(Input data begins)

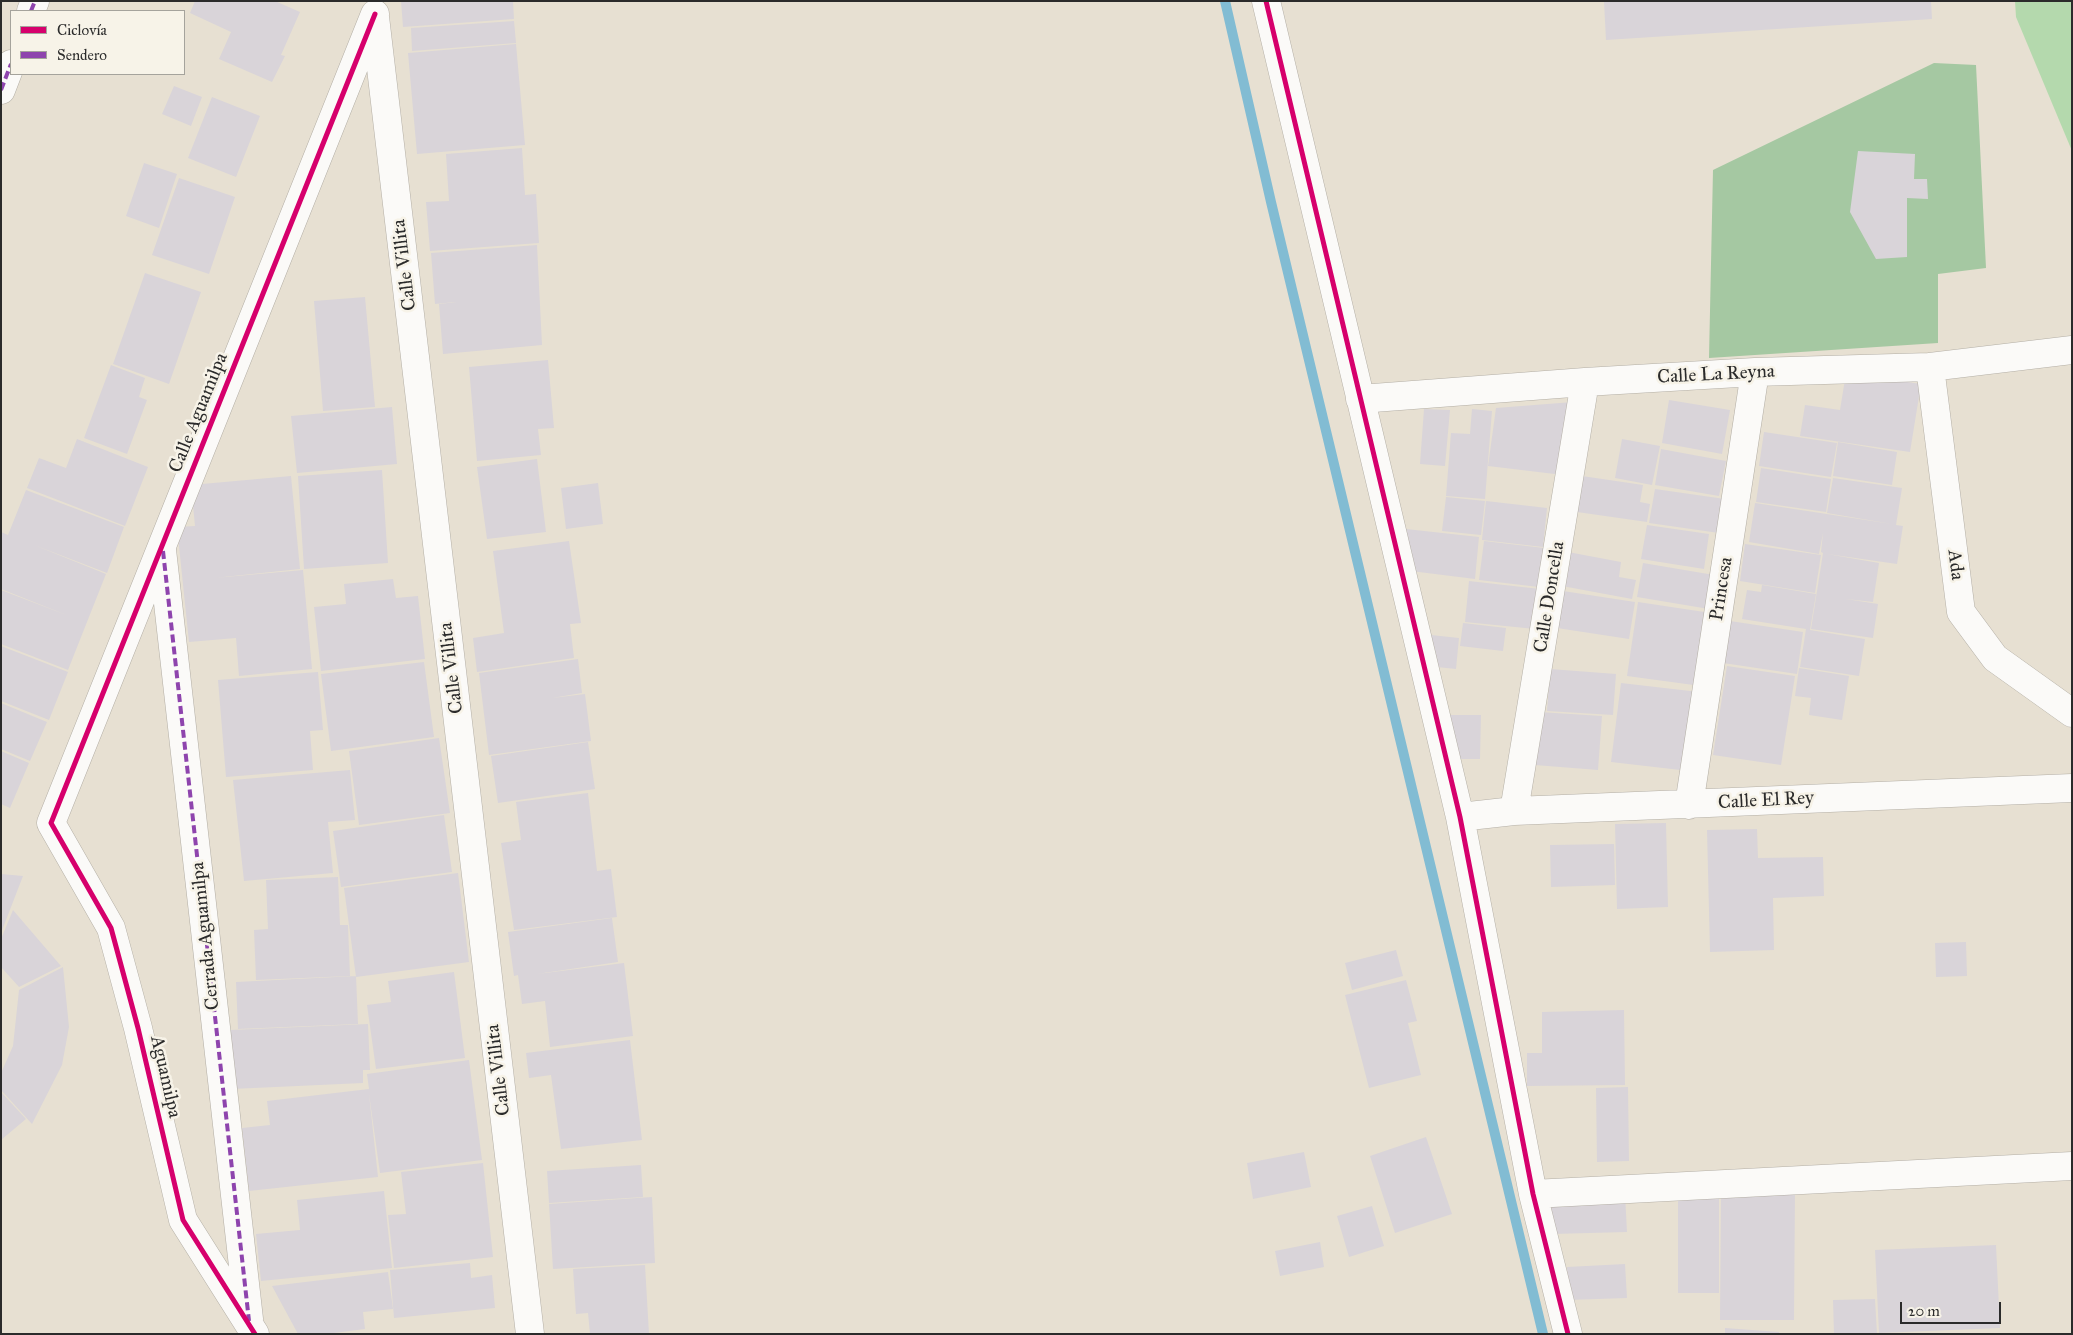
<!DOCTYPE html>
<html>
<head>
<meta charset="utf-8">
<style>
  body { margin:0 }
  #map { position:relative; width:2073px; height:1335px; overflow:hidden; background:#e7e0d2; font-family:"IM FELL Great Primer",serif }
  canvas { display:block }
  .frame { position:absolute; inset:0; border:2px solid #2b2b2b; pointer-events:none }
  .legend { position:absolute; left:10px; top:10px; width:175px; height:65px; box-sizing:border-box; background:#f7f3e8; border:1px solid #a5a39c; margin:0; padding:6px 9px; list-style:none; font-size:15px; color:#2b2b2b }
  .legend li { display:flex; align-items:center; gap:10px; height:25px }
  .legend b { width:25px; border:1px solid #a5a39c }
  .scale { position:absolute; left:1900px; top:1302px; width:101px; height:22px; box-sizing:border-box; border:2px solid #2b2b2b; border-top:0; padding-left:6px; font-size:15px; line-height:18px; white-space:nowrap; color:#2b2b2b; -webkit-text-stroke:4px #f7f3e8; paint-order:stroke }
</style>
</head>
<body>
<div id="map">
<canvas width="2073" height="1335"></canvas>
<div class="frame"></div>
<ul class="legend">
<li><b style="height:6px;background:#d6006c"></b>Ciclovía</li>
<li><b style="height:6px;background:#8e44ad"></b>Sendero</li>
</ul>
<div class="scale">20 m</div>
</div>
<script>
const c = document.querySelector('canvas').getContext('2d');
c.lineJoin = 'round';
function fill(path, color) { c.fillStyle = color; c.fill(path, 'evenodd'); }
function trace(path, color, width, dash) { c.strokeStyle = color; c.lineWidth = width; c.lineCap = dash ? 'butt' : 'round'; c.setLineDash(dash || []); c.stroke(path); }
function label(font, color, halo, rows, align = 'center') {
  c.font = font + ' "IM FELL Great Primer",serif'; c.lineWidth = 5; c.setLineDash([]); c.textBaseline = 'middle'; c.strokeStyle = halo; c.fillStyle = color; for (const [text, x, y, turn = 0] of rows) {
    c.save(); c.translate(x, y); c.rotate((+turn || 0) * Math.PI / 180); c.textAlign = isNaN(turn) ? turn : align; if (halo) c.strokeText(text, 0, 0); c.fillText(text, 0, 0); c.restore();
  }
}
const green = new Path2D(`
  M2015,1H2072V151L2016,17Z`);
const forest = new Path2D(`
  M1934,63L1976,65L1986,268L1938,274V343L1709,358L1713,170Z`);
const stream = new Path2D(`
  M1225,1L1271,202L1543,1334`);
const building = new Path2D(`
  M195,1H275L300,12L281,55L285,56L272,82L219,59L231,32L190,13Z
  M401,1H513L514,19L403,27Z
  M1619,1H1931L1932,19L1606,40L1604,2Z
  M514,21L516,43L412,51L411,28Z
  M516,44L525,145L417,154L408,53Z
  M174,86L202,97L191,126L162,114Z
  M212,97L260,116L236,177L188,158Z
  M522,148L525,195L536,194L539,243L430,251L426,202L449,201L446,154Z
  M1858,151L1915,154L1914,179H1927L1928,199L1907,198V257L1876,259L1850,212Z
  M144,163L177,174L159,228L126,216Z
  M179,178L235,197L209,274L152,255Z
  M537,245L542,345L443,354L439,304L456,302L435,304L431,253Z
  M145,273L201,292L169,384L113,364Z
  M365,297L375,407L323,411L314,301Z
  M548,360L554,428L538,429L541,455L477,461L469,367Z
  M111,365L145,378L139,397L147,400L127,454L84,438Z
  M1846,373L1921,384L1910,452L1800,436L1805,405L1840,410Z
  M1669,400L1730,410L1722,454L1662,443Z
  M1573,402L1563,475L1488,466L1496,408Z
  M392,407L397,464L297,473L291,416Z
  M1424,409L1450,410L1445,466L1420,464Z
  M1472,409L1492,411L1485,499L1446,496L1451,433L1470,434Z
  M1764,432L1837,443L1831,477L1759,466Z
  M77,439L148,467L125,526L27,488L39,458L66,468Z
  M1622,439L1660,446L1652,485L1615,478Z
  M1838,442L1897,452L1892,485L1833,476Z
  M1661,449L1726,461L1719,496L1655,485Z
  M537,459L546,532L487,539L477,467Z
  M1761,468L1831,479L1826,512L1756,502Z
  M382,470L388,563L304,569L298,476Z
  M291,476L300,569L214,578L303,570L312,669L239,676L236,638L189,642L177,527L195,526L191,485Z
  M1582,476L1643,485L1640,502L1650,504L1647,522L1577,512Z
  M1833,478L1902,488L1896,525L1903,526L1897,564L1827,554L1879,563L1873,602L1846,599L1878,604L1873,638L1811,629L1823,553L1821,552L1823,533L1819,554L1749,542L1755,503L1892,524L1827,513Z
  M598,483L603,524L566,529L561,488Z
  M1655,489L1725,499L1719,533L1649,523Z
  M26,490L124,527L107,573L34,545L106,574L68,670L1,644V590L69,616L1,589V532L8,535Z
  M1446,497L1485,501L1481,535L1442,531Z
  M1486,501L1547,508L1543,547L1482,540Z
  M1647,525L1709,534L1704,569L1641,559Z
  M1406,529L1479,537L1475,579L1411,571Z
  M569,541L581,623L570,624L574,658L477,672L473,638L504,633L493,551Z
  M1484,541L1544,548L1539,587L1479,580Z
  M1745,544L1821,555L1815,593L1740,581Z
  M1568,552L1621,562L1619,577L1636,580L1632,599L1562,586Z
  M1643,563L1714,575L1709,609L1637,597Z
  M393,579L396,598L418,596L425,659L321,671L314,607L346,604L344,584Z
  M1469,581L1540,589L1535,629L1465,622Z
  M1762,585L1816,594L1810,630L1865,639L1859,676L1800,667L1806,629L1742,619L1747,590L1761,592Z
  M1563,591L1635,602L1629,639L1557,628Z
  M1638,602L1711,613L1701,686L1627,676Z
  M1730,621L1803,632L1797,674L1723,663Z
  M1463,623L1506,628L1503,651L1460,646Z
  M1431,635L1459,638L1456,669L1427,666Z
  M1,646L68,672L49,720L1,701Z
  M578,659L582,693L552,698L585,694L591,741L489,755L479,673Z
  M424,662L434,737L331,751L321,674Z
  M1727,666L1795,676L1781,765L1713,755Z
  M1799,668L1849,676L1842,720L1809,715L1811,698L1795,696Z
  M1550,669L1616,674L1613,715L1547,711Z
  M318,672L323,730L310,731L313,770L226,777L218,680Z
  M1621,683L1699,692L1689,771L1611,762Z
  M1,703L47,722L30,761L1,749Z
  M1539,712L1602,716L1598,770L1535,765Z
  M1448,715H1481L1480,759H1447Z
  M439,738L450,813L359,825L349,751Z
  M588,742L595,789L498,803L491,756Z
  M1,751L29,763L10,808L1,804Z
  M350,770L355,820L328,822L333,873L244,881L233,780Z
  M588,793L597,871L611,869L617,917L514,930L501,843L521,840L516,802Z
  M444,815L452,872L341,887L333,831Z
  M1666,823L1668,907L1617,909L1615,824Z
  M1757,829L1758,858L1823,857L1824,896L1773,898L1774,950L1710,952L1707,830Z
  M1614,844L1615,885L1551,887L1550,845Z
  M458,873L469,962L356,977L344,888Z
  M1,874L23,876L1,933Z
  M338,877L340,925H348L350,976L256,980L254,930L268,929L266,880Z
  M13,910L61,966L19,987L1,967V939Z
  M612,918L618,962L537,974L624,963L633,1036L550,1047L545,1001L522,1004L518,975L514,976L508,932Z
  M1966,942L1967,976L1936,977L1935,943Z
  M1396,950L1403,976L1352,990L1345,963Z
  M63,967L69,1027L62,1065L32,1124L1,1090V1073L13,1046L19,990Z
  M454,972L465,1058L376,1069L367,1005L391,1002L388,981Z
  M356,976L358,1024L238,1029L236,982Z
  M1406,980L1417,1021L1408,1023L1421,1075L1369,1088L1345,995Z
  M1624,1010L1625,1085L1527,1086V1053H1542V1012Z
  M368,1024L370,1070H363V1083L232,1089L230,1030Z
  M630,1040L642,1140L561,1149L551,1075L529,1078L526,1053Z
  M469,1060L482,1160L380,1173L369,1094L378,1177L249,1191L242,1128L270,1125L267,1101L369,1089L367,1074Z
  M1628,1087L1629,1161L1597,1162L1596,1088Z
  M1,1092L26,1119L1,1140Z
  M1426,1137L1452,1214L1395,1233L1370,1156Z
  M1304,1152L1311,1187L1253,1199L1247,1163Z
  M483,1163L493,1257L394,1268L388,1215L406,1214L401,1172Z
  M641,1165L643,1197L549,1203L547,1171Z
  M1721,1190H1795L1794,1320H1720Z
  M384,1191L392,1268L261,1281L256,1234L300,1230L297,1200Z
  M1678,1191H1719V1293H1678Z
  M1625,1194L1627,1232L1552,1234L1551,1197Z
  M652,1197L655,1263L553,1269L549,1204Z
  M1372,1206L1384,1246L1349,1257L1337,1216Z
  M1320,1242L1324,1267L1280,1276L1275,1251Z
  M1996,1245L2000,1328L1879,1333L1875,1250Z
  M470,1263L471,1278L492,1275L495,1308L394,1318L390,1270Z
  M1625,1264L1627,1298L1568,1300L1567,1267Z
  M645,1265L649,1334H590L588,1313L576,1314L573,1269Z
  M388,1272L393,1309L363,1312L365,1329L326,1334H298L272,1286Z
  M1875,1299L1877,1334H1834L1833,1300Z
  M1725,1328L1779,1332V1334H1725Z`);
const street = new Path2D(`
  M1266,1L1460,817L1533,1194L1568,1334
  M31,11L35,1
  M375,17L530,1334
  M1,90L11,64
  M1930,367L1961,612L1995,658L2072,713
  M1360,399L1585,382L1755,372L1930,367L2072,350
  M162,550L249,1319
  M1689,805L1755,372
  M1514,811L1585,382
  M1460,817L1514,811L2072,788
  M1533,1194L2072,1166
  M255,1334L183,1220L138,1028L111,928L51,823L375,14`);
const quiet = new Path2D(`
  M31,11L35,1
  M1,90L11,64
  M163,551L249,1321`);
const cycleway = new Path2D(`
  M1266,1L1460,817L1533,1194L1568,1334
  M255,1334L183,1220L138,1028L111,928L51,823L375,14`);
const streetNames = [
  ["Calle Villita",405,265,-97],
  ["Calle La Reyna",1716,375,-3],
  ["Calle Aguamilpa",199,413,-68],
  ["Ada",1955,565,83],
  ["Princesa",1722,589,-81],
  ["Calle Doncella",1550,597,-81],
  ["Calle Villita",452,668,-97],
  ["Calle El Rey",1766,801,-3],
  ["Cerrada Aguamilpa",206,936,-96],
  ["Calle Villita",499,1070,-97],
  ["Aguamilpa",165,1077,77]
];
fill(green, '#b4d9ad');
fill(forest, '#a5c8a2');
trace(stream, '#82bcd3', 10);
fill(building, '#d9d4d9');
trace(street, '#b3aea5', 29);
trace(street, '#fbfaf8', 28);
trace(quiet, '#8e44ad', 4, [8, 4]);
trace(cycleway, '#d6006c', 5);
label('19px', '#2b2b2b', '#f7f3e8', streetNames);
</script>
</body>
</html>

(Input data ends)

▶ **Assignment**
Using the data above, repeat exactly the lines that begin at the line with "c.lineJoin = 'round';" and end at the line with "c.font = font", both ends included.

▶ **Answer to the exercise**
c.lineJoin = 'round';
function fill(path, color) { c.fillStyle = color; c.fill(path, 'evenodd'); }
function trace(path, color, width, dash) { c.strokeStyle = color; c.lineWidth = width; c.lineCap = dash ? 'butt' : 'round'; c.setLineDash(dash || []); c.stroke(path); }
function label(font, color, halo, rows, align = 'center') {
  c.font = font + ' "IM FELL Great Primer",serif'; c.lineWidth = 5; c.setLineDash([]); c.textBaseline = 'middle'; c.strokeStyle = halo; c.fillStyle = color; for (const [text, x, y, turn = 0] of rows) {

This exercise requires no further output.